About this task:
Reading through the lines below, count those that include the string "Keep"; the answer is that number and nothing else.

Exercise data:
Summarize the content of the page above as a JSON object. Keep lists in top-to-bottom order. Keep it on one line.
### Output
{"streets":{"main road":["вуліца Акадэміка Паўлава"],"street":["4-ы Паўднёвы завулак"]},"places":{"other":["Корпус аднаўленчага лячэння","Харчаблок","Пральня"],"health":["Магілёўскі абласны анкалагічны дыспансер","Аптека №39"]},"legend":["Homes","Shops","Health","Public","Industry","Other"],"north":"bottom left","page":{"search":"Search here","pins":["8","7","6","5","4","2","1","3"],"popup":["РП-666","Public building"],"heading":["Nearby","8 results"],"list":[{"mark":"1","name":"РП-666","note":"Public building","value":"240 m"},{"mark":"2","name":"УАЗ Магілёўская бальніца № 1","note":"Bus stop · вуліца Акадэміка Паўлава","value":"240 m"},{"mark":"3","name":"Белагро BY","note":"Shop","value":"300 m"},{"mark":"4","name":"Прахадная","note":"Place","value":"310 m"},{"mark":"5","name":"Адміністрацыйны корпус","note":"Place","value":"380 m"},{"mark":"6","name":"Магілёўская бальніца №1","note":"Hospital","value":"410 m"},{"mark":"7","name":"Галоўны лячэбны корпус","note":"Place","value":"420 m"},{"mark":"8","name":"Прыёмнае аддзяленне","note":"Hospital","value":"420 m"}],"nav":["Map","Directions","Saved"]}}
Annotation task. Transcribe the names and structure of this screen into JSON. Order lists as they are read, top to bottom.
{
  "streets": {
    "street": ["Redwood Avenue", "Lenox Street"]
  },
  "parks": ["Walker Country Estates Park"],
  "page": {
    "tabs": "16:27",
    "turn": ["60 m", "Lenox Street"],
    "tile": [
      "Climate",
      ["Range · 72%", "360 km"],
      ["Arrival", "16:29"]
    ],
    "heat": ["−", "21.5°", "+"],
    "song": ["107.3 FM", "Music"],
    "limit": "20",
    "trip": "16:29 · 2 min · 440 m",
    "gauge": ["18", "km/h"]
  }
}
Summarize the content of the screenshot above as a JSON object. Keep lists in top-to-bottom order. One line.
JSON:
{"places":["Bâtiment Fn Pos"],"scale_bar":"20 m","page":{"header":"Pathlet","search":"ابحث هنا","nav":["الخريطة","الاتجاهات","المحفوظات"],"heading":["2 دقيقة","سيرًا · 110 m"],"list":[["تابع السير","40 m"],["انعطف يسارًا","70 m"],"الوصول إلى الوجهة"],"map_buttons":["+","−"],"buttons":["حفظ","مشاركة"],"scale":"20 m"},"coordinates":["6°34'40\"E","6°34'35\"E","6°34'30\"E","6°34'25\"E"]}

Task response:
2